Professor Nidhal Guessoum, Professor of Physics and Astronomy at the American University of Sharjah (AUS) spoke at the Belief in Dialogue conference hosted by AUS last week. The conference was held in conjunction with the British Council.
"If we want people to pursue science we need to give the scientists more importance by at least some exposure," said Guessoum. "There is not enough regional interest in science and this is a societal issue that chooses to give some professions either big or small importance."
Guessoum added the emphasis the media and society places on celebrities and sports stars is what gears the aspirations of the majority of youths towards those professions.
"If I ask a class of students to name famous scientists the numbers don't compare to if I ask them to name footballers or entertainers," he said. "This is because they [footballer and entertainers] are constantly on TV and make big money and live the good life."
Scientists, in comparison, are not privy to any of these career perks.
"Scientists have none of this, they are never on TV, they don't live the good life and they don't get big salaries," said Guessoum. "So people think who wants to be like that." However science is and has always been central to a society and its people as it is the root of all of its developments.
"Science is central in the life and minds of societies and this has been the case forever," he said. "People need to realise that science is absolutely crucial for modern societies just as they were for old and past ones."

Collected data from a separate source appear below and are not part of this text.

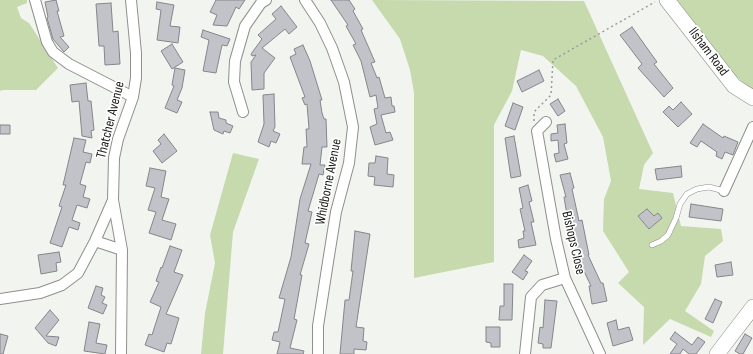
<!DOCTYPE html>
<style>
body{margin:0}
canvas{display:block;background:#f2f5ef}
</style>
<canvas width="753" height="354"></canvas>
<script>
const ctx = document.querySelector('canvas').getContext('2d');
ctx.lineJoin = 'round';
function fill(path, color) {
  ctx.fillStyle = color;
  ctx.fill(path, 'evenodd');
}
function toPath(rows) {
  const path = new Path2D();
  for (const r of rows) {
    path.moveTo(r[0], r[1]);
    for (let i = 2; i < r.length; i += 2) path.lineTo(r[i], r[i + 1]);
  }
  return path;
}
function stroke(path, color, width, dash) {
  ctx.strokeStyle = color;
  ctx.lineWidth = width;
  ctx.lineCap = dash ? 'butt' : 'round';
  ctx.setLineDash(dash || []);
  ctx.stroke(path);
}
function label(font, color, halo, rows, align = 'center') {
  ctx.font = font + ' "Sofia Sans Condensed",sans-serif';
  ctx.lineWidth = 3.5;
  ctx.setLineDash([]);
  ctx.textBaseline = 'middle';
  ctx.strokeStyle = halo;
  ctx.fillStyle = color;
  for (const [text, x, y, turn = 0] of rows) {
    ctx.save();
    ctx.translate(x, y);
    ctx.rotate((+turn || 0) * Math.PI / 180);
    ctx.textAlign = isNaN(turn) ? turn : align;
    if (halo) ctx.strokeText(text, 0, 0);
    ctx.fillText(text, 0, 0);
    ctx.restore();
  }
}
fill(toPath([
 [0,0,27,0,27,3,17,7,21,18,29,23,58,68,36,90,3,90,0,91],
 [372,0,584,1,653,153,644,165,639,189,673,193,681,226,721,229,723,241,705,256,701,284,685,311,714,331,711,337,670,319,643,345,644,307,618,283,629,272,603,231,604,199,611,181,603,137,576,86,543,56,521,50,512,91,494,125,494,262,414,278,414,93,410,70,400,39],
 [647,209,654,216,658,213,662,218,649,229,638,216],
 [673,0,753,0,753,91,730,71],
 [233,153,259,159,233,232,223,354,201,354,205,313,215,263,210,235]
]), '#c6daad');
const building = toPath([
 [56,0,59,11,57,11,64,36,60,37,69,47,64,52,53,39,47,18,48,17,45,2,56,0],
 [216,0,245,0,239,9,236,7,227,26,213,25,217,15,210,12,216,0],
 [331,0,349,0,355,9,353,11,363,29,361,30,375,62,371,63,377,78,379,77,385,98,391,97,392,106,394,106,395,112,381,115,386,133,390,132,393,140,375,145,370,127,377,124,374,109,378,108,376,95,370,97,361,61,353,45,356,44,346,26,348,25,331,0],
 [157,2,174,5,170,26,180,27,178,43,157,40,161,10,156,9,157,2],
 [111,3,113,32,118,31,120,64,105,65,104,46,99,46,96,4,111,3],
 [281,6,297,27,289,34,285,29,262,48,275,58,264,73,264,89,252,90,251,62,256,55,252,56,251,54,262,39,258,35,276,19,272,14,281,6],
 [632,27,657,62,654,64,673,88,664,97,638,68,642,64,620,35,632,27],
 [203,30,230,39,227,46,222,45,216,73,203,71,209,40,201,37,203,30],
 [172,44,183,62,172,69,161,51,172,44],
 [303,45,310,61,322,100,320,100,322,113,324,119,326,119,327,147,322,147,320,165,325,165,323,175,319,174,308,211,312,212,305,243,309,244,300,275,302,275,294,319,297,320,290,348,304,351,303,354,277,354,280,342,272,340,274,332,278,332,285,299,279,298,291,257,300,199,311,164,302,164,304,147,307,147,306,129,309,129,307,104,305,105,302,98,305,97,290,57,296,54,294,49,303,45],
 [175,68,185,70,182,88,177,100,182,102,177,113,165,108,174,86,172,85,175,68],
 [539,70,544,81,522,92,517,81,539,70],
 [86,83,88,101,91,101,94,130,91,131,92,138,82,136,79,101,72,102,70,85,86,83],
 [274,94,275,127,273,131,280,134,276,143,271,141,269,147,258,142,264,124,263,95,274,94],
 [558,99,565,111,558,116,550,104,558,99],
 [681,102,692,114,678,127,663,112,669,106,673,110,681,102],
 [513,103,523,107,515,130,505,126,513,103],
 [210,112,218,112,219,118,226,120,226,123,233,126,230,133,224,131,223,134,214,130,210,112],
 [565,124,567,143,564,144,568,159,556,162,554,154,559,153,558,140,551,141,551,134,558,133,557,125,565,124],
 [703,124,723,138,724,136,738,142,733,155,725,152,722,159,716,156,717,152,701,141,697,147,690,143,703,124],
 [0,125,10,125,10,134,0,134,0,125],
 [164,134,177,151,162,163,153,151,161,144,158,140,164,134],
 [514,136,521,176,511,178,505,138,514,136],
 [74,138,86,140,83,152,92,154,90,163,86,162,80,184,86,186,83,197,90,199,87,208,77,205,72,220,80,223,78,230,69,227,62,247,50,243,62,207,59,206,66,185,63,185,74,138],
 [376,156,388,158,387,174,394,175,393,187,374,185,375,177,368,176,369,163,375,163,376,156],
 [681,166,682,177,657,180,655,169,681,166],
 [150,168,166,171,161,197,169,199,162,220,176,224,171,240,149,233,156,212,148,210,155,188,146,186,150,168],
 [570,173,574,188,572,189,579,221,582,220,589,255,588,255,601,283,603,283,607,301,592,304,589,286,591,286,581,265,574,227,569,227,564,197,566,197,560,175,570,173],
 [528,185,532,201,529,202,534,222,531,222,536,245,519,248,518,240,524,238,523,231,525,231,520,209,523,208,519,188,528,185],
 [691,204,723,209,721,221,689,217,691,204],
 [647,209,654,216,658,213,662,218,649,229,638,216,647,209],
 [355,231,370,234,356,327,364,328,363,341,367,342,366,350,354,349,354,354,340,354,345,300,349,300,353,271,351,271,355,231],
 [170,246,182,250,174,272,183,275,166,314,179,318,171,344,167,343,164,352,145,345,149,334,152,335,161,307,150,302,159,282,156,281,161,267,162,268,170,246],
 [59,252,61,262,56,263,57,271,41,274,38,255,59,252],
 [524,255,532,261,525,271,528,272,523,280,512,272,524,255],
 [731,262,733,275,717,277,715,265,731,262],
 [504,284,513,284,512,320,499,320,500,306,504,306,504,284],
 [96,286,103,288,101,295,105,297,102,303,107,305,103,314,88,308,96,286],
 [715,299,722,302,713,323,705,319,715,299],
 [545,300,557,301,551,348,543,348,543,344,538,343,540,327,543,328,545,300],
 [50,310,59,320,46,336,59,337,56,346,48,343,35,328,50,310],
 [616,320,618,330,629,327,633,340,613,346,607,323,616,320],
 [89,322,100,324,96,343,107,345,105,354,84,351,89,322],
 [486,327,500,327,500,347,491,347,491,343,486,342,486,327],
 [675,332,692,345,698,337,705,342,696,354,689,354,683,349,680,354,670,354,677,344,670,339,675,332],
 [0,334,8,336,3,354,0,354,0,334],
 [745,334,752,338,743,354,740,354,735,351,745,334]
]);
fill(building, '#c1c3c9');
stroke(building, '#84868b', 1);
const lane = toPath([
 [652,245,661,241,668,235,676,218,680,204,687,194,697,189,709,187,724,191]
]);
const street = toPath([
 [35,0,47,42,53,52,69,64,133,97],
 [305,0,320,23,332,48,344,82,353,127,349,163,336,212,328,262,318,326,318,354],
 [243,112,234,82,235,61,245,26,261,3,266,0],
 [546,122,537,131,556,239,565,278,600,354],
 [724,191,753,127],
 [95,241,122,250],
 [0,299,40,293,62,285,78,273,95,241,113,200],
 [121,354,122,250,113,200,114,158,118,139,133,97,136,78,136,53,131,0],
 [525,354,531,297,542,285,565,278]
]);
const secondary = toPath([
 [667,0,734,86,753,98],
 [717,354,753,307]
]);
stroke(lane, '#8e908b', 6);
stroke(street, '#8e908b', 12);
stroke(secondary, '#8e908b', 16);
stroke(toPath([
 [534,121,534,112,551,95,553,60,655,2]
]), '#9b9d98', 1.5, [2, 3]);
stroke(lane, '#fff', 5);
stroke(street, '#fff', 10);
stroke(secondary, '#fff', 15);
label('14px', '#1c1d1b', '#fff', [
 ["Ilsham Road",708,52,53],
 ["Thatcher Avenue",111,120,-76],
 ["Whidborne Avenue",329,182,-79],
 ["Bishops Close",573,243,77]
]);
</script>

Contrary to scientific teaching principles in the West, Guessoum believes science and religion cannot be separated or segregated in university classrooms in the Muslim world.
"When I teach, especially astronomy, I will invariably have students bring in their religious knowledge and relate it to scientific principles," he said. "We find ourselves always having to deal with these things in this part of the world or the non-Western world, where long ago they established some sort of separation."
He added his students always seem to address the relation to what science says and what they have been told from their religious backgrounds and therefore establishing a direct relation between the two.
However, for science and religion to co-exist in the classroom, science clearly needs to be outlined and defined as a mere methodology of achieving results and not a belief system.
"Teaching science is to teach the methods by which we reach certain results so therefore by definition it is separate to religious studies," he said. "It is not necessary to reject one or the other but just distinguish the methodologies."